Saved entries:
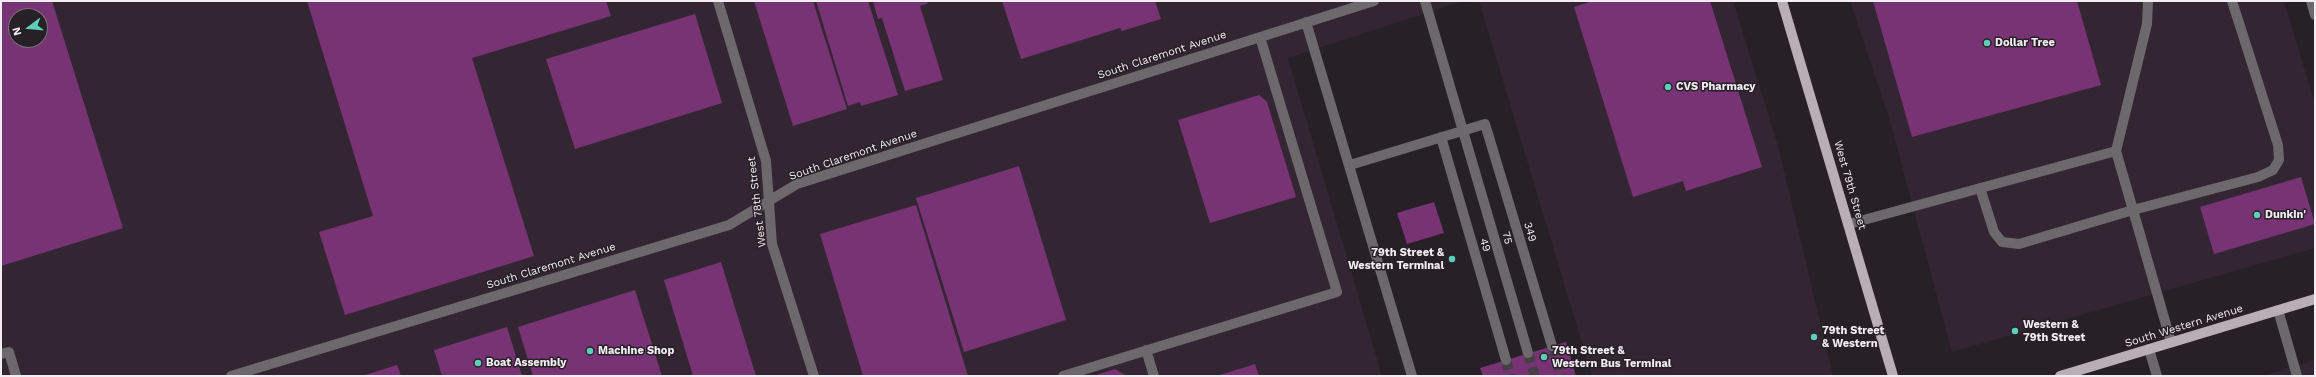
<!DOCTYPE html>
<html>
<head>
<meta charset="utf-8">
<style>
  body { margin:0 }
  #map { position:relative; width:2316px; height:377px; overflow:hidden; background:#282027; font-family:"Work Sans",sans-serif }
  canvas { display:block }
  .frame { position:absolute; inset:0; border:2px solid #f2edf2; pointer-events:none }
  .north { position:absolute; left:8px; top:8px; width:40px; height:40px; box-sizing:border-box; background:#282027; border:1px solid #797278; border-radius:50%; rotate:254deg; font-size:11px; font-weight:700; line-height:16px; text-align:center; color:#f2edf2 }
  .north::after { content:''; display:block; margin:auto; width:14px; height:18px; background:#5dceb9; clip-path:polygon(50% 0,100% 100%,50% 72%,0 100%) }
</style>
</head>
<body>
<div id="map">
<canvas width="2316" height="377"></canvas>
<div class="frame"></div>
<div class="north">N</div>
</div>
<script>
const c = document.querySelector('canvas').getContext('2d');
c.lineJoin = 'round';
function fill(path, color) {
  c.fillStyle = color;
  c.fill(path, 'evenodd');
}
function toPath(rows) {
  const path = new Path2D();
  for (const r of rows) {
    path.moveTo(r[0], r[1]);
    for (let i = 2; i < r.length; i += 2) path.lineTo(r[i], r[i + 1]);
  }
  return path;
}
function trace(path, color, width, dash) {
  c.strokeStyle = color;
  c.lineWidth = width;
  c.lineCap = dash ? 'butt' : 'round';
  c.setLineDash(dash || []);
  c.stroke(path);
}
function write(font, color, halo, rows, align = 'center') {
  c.font = font + ' "Work Sans",sans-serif';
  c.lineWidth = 3;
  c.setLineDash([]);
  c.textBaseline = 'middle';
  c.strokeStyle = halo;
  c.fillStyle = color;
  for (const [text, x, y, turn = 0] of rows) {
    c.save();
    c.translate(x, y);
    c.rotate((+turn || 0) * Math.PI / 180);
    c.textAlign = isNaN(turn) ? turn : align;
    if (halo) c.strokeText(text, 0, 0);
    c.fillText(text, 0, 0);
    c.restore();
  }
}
const built = toPath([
  [1,1,1463,1,1288,58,1382,376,1,376],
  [16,16,40,16,40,40,16,40],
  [1479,1,1733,1,1778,146,1833,376,1592,376],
  [1850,1,2284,1,2315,104,2315,248,1952,352,1890,121],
  [2315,360,2315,376,2263,376]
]);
const building = toPath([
  [1,1,52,1,123,228,1,266],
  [16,16,40,16,40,40,16,40],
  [307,1,606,1,611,16,472,58,534,256,345,315,319,232,373,216],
  [754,1,813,1,847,109,793,126],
  [816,1,868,1,898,95,861,106,860,102,848,106],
  [873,1,927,1,928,3,920,6,943,80,905,91,882,18,878,19],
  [1002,1,1155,1,1161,19,1122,31,1120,28,1021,59],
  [1593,1,1710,1,1762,167,1686,191,1683,181,1633,197,1574,7],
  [1873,1,2077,1,2101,85,1912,137],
  [695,14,722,103,575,149,546,59],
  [1259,95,1267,102,1296,197,1210,223,1178,120],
  [1019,166,1066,320,964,352,916,198],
  [2301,177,2315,224,2214,254,2200,207],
  [1434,202,1444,233,1407,244,1397,213],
  [916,205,968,376,863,376,820,234],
  [721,262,756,376,693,376,664,280],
  [635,290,662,376,533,376,518,327],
  [507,327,522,376,442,376,434,350],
  [1566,342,1576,376,1483,376,1480,368],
  [1255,364,1259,376,1220,376,1220,375],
  [397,365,401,376,362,376],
  [1115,369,1127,376,1093,376]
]);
const minorTunnel = toPath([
  [1552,346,1561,376],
  [1528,353,1535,376],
  [1506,360,1510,376]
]);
const minor = toPath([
  [718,1,766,161,772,244,814,376],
  [1425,1,1528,353],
  [2311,1,2315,15],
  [1306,22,1412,376],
  [1441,137,1506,360],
  [2116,151,2171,342],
  [1350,165,1485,124,1552,346],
  [1980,188,1994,232,2002,242,2019,244,2133,210,2258,177,2273,170,2279,160,2278,145,2232,1],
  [1849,224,2116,151,2147,24,2148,1],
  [2278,310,2297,376],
  [2149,349,2157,376],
  [1146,350,1154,376],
  [1,354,9,352,16,376],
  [231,376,729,225,797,184,1374,1],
  [1063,376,1337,292,1260,37]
]);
const major = toPath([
  [1782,1,1893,376],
  [2060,376,2315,299]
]);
const markers = [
  [1987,43,4,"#5dceb9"],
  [1668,87,4,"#5dceb9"],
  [2257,215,4,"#5dceb9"],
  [1452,259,4,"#5dceb9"],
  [2015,331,4,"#5dceb9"],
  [1814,337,4,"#5dceb9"],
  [590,351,4,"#5dceb9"],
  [1544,357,4,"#5dceb9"],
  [478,363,4,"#5dceb9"]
];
const poiNames = [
  ["Dollar Tree",1995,43],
  ["CVS Pharmacy",1676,87],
  ["Dunkin'",2265,215],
  ["79th Street &",1444,253,"right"],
  ["Western Terminal",1444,266,"right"],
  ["Western &",2023,325],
  ["79th Street",2023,338],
  ["79th Street",1822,331],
  ["& Western",1822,344],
  ["Machine Shop",598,351],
  ["79th Street &",1552,351],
  ["Western Bus Terminal",1552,364],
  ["Boat Assembly",486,363]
];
const streetNames = [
  ["South Claremont Avenue",1162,55,-18],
  ["South Claremont Avenue",853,155,-19],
  ["West 79th Street",1850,185,74],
  ["West 78th Street",757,202,-97],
  ["349",1530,232,73],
  ["75",1507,238,74],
  ["49",1485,245,74],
  ["South Claremont Avenue",551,266,-17],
  ["South Western Avenue",2184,326,-17]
];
fill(built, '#332632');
fill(building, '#783375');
trace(minorTunnel, '#463f45', 10, [10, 5]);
trace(minor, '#6d686c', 10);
trace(major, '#b7aeb6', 10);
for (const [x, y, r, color] of markers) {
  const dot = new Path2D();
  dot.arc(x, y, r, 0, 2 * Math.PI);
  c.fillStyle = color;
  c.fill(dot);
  trace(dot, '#282027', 1.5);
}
write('bold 11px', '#f2edf2', '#282027', poiNames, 'left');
write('11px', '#f2edf2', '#282027', streetNames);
</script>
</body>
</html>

• Task directions
What is asked for is an exact copy of the lines above from the one containing "c.lineJoin = 'round';" through the one containing "[1506,360,1510,376]", and only those.

• Response to this exercise
c.lineJoin = 'round';
function fill(path, color) {
  c.fillStyle = color;
  c.fill(path, 'evenodd');
}
function toPath(rows) {
  const path = new Path2D();
  for (const r of rows) {
    path.moveTo(r[0], r[1]);
    for (let i = 2; i < r.length; i += 2) path.lineTo(r[i], r[i + 1]);
  }
  return path;
}
function trace(path, color, width, dash) {
  c.strokeStyle = color;
  c.lineWidth = width;
  c.lineCap = dash ? 'butt' : 'round';
  c.setLineDash(dash || []);
  c.stroke(path);
}
function write(font, color, halo, rows, align = 'center') {
  c.font = font + ' "Work Sans",sans-serif';
  c.lineWidth = 3;
  c.setLineDash([]);
  c.textBaseline = 'middle';
  c.strokeStyle = halo;
  c.fillStyle = color;
  for (const [text, x, y, turn = 0] of rows) {
    c.save();
    c.translate(x, y);
    c.rotate((+turn || 0) * Math.PI / 180);
    c.textAlign = isNaN(turn) ? turn : align;
    if (halo) c.strokeText(text, 0, 0);
    c.fillText(text, 0, 0);
    c.restore();
  }
}
const built = toPath([
  [1,1,1463,1,1288,58,1382,376,1,376],
  [16,16,40,16,40,40,16,40],
  [1479,1,1733,1,1778,146,1833,376,1592,376],
  [1850,1,2284,1,2315,104,2315,248,1952,352,1890,121],
  [2315,360,2315,376,2263,376]
]);
const building = toPath([
  [1,1,52,1,123,228,1,266],
  [16,16,40,16,40,40,16,40],
  [307,1,606,1,611,16,472,58,534,256,345,315,319,232,373,216],
  [754,1,813,1,847,109,793,126],
  [816,1,868,1,898,95,861,106,860,102,848,106],
  [873,1,927,1,928,3,920,6,943,80,905,91,882,18,878,19],
  [1002,1,1155,1,1161,19,1122,31,1120,28,1021,59],
  [1593,1,1710,1,1762,167,1686,191,1683,181,1633,197,1574,7],
  [1873,1,2077,1,2101,85,1912,137],
  [695,14,722,103,575,149,546,59],
  [1259,95,1267,102,1296,197,1210,223,1178,120],
  [1019,166,1066,320,964,352,916,198],
  [2301,177,2315,224,2214,254,2200,207],
  [1434,202,1444,233,1407,244,1397,213],
  [916,205,968,376,863,376,820,234],
  [721,262,756,376,693,376,664,280],
  [635,290,662,376,533,376,518,327],
  [507,327,522,376,442,376,434,350],
  [1566,342,1576,376,1483,376,1480,368],
  [1255,364,1259,376,1220,376,1220,375],
  [397,365,401,376,362,376],
  [1115,369,1127,376,1093,376]
]);
const minorTunnel = toPath([
  [1552,346,1561,376],
  [1528,353,1535,376],
  [1506,360,1510,376]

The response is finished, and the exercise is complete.